Define the function to compute the counts, using split randoms at larger separations.

In [None]:
from pycorr import TwoPointCorrelationFunction, setup_logging
from tqdm import trange # nice progress bar

mu_edges = np.linspace(-1, 1, n_mu + 1) # make uniform µ bins between -1 and 1, or twice less bins between 0 and 1 after wrapping (will be done within RascalC wrapper)
s_edges_all = (np.arange(split_above + 1), np.arange(split_above, s_max + 1)) # 1 Mpc/h wide separation bins from 0 to s_max Mpc/h, separated to concatenated/split random regions.
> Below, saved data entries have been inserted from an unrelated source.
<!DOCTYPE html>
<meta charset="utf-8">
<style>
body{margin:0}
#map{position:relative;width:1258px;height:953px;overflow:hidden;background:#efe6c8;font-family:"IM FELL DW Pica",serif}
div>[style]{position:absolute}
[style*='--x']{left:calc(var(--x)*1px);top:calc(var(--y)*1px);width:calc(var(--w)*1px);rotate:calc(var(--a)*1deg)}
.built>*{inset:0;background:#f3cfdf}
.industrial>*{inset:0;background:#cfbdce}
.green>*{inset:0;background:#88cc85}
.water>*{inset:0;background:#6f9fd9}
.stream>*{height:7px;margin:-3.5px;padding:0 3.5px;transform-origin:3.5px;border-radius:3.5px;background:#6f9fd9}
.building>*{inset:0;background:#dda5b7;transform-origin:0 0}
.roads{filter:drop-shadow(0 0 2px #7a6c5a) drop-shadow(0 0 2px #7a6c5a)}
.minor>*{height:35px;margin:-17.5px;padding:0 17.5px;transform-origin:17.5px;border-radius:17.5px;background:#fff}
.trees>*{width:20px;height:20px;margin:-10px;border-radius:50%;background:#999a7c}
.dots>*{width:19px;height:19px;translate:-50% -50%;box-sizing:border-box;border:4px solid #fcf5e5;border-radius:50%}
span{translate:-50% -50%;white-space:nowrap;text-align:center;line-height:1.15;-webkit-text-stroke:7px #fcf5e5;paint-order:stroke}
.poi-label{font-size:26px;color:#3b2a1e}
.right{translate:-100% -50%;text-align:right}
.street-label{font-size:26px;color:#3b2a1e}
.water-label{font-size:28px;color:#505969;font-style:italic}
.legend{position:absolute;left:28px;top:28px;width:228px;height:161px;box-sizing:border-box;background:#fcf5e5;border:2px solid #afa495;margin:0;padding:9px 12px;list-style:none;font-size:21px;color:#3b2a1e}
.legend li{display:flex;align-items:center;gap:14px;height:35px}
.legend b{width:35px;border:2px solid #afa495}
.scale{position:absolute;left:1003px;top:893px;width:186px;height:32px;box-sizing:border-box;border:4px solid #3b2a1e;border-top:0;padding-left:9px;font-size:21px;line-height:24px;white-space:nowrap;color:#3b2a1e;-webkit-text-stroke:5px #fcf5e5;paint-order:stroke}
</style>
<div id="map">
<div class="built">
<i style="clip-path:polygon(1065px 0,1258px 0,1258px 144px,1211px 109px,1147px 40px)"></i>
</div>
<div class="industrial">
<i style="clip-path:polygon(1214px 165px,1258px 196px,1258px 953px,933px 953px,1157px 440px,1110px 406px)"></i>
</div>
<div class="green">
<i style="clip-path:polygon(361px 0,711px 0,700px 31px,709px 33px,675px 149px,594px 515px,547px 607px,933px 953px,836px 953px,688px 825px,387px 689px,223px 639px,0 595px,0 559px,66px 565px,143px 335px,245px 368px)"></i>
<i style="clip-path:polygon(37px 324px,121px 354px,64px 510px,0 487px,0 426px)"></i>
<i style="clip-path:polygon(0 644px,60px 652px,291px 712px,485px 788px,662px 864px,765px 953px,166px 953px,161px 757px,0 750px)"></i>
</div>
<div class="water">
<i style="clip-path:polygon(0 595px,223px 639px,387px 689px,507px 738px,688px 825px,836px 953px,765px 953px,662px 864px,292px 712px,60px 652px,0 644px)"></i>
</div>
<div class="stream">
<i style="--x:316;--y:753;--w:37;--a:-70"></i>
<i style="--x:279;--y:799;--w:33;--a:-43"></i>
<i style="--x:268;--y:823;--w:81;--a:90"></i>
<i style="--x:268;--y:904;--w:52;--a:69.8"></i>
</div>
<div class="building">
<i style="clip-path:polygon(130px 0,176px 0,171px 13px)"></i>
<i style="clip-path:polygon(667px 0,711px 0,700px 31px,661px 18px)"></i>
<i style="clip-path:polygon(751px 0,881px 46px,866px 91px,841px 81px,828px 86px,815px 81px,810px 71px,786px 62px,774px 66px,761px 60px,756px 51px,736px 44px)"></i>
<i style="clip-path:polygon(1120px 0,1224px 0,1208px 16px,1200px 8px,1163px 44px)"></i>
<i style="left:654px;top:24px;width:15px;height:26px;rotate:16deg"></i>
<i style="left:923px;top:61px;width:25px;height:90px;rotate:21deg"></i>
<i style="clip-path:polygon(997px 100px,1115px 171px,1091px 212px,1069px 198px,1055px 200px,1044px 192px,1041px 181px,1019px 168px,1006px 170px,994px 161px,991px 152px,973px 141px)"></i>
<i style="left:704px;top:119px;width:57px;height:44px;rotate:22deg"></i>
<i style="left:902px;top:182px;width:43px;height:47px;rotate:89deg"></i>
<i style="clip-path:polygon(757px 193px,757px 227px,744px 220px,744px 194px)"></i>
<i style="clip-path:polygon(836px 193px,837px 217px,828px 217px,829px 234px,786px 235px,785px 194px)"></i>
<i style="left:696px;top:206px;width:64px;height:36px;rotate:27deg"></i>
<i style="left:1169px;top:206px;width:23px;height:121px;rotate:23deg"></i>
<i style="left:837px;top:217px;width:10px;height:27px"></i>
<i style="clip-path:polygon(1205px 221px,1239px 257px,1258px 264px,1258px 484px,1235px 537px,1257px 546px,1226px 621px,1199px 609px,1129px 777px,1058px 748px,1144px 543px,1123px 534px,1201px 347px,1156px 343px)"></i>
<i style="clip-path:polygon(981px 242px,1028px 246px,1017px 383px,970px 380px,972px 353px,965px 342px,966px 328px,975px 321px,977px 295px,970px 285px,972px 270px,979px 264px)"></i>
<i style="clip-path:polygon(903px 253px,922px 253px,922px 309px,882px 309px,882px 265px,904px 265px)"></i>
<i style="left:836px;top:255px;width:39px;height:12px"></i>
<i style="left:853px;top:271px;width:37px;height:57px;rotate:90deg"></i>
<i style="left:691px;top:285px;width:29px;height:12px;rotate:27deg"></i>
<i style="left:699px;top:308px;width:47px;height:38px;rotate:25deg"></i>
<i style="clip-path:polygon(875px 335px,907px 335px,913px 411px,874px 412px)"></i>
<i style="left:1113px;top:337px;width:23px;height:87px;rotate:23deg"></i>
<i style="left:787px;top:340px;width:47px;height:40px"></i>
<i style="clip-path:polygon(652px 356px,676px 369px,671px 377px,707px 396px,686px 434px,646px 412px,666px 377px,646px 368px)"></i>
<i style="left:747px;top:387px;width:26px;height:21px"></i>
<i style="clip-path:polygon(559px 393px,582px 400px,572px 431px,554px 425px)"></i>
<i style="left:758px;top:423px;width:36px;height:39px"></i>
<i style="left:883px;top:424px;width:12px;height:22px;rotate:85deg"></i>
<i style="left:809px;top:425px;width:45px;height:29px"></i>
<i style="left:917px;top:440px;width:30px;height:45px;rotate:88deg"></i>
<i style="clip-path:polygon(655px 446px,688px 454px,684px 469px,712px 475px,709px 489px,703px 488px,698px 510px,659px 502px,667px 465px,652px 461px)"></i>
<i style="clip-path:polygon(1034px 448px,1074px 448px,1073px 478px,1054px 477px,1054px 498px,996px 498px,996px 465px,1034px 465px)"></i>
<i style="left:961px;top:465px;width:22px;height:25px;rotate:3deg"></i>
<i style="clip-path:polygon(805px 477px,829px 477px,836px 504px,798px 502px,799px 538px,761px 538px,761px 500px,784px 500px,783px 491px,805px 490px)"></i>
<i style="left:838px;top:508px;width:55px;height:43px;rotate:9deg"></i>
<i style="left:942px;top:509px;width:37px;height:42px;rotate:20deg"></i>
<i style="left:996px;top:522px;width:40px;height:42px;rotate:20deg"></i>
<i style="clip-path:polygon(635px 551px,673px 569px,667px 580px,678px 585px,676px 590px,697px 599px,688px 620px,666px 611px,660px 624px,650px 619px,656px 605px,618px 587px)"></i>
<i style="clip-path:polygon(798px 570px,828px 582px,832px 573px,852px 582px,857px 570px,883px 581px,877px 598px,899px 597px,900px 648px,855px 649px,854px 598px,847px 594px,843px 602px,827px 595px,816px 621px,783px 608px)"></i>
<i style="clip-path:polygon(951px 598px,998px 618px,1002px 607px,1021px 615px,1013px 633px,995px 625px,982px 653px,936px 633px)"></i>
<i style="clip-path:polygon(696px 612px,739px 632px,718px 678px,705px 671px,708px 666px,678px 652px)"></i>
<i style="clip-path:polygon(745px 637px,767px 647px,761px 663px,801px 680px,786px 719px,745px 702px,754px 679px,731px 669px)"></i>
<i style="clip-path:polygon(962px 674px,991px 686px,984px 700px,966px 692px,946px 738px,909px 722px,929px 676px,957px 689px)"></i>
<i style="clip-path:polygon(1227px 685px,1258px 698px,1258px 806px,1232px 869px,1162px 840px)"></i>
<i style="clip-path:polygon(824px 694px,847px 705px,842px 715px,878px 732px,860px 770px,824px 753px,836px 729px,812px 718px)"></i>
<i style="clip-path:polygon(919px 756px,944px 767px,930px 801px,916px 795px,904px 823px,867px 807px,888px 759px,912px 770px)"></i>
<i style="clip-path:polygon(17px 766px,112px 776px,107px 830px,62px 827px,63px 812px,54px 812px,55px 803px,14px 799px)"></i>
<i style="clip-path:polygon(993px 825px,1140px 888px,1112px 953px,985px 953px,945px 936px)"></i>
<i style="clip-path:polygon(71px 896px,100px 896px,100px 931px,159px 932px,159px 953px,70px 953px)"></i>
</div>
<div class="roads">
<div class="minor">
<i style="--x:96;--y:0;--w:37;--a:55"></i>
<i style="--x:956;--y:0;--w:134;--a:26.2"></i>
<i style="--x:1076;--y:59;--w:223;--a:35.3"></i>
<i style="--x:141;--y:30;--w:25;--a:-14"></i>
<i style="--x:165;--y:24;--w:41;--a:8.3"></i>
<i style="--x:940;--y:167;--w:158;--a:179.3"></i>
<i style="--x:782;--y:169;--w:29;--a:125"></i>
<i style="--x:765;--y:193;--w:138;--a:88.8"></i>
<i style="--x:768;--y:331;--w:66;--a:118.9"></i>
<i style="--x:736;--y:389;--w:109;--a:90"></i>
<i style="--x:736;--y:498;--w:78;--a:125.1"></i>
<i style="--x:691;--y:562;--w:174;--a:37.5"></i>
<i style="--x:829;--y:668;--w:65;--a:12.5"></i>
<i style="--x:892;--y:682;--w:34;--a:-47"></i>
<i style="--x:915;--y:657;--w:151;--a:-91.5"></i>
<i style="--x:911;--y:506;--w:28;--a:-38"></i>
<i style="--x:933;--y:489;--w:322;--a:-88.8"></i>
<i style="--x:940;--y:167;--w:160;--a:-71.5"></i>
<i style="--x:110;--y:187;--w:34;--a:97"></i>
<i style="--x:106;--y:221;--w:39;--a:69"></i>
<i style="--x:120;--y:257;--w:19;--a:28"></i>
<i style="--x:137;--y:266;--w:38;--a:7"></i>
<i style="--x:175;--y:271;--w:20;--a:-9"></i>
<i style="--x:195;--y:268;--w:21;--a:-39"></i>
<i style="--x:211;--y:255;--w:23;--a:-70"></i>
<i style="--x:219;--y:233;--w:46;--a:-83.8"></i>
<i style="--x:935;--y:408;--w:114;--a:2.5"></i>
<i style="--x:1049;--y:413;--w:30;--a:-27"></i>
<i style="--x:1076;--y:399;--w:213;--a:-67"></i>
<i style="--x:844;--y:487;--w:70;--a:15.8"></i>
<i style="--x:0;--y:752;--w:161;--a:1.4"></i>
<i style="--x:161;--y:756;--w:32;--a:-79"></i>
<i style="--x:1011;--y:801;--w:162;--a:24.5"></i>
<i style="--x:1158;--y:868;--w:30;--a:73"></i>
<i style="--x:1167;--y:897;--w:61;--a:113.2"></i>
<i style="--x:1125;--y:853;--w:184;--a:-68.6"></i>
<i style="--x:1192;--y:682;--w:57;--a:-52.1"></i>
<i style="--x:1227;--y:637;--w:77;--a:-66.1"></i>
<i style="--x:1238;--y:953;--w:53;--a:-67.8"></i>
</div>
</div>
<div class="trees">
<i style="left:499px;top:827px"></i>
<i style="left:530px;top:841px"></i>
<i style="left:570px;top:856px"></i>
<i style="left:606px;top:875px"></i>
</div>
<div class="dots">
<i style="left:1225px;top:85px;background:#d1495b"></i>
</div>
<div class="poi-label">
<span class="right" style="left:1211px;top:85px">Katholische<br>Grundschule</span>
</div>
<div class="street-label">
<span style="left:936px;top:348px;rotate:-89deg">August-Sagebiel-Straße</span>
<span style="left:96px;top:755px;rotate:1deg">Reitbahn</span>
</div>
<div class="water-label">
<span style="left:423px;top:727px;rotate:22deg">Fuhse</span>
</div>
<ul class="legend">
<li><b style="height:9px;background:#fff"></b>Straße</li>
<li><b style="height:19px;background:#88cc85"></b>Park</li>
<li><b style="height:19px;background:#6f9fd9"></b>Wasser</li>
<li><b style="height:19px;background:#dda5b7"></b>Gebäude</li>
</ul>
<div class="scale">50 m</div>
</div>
Can be rebinned to any bin width that divides split_above and s_max

def run_pair_counts():
    setup_logging()
    results = []
    # compute
    for i_split_randoms, s_edges in enumerate(s_edges_all):
        result = 0
        D1D2 = None # to compute the data-data counts on the first go but not recompute then
        for i_random in trange(n_splits if i_split_randoms else 1, desc="Computing counts with random part"):
            these_randoms = random_parts[i_random] if i_split_randoms else randoms_for_counts
            tmp = TwoPointCorrelationFunction(mode = 'smu', edges = (s_edges, mu_edges),
                                            data_positions1 = get_rdd_positions(galaxies), data_weights1 = galaxies["WEIGHT"], data_samples1 = galaxies["JACK"],
                                            randoms_positions1 = get_rdd_positions(these_randoms), randoms_weights1 = these_randoms["WEIGHT"], randoms_samples1 = these_randoms["JACK"],
                                            position_type = "rdd", engine = "corrfunc", D1D2 = D1D2, gpu = False, nthreads = n_threads)
            # "rdd" means RA, DEC in degrees and then distance
            D1D2 = tmp.D1D2 # once computed, becomes not None and will not be recomputed
            result += tmp
        results.append(result)
    corr = results[0].concatenate_x(*results) # join the unsplit and split parts
    corr.D1D2.attrs['nsplits'] = n_splits

    corr.save(counts_filename)

Run the pair counts.
The computation does take a while <!-- (about 10 minutes for me at NERSC login node; expect to see 1/10 progress in a few minutes) --> even with multi-threading (which I haven't managed to make work with `Corrfunc` in macOS yet).

In [11]:
run_pair_counts()

Computing xi with random part: 100%|██████████| 10/10 [09:07<00:00, 54.73s/it]


If the previous cell concluded successfully, you should be good to go back to [the main tutorial notebook](tutorial.ipynb) and load the saved pair counts.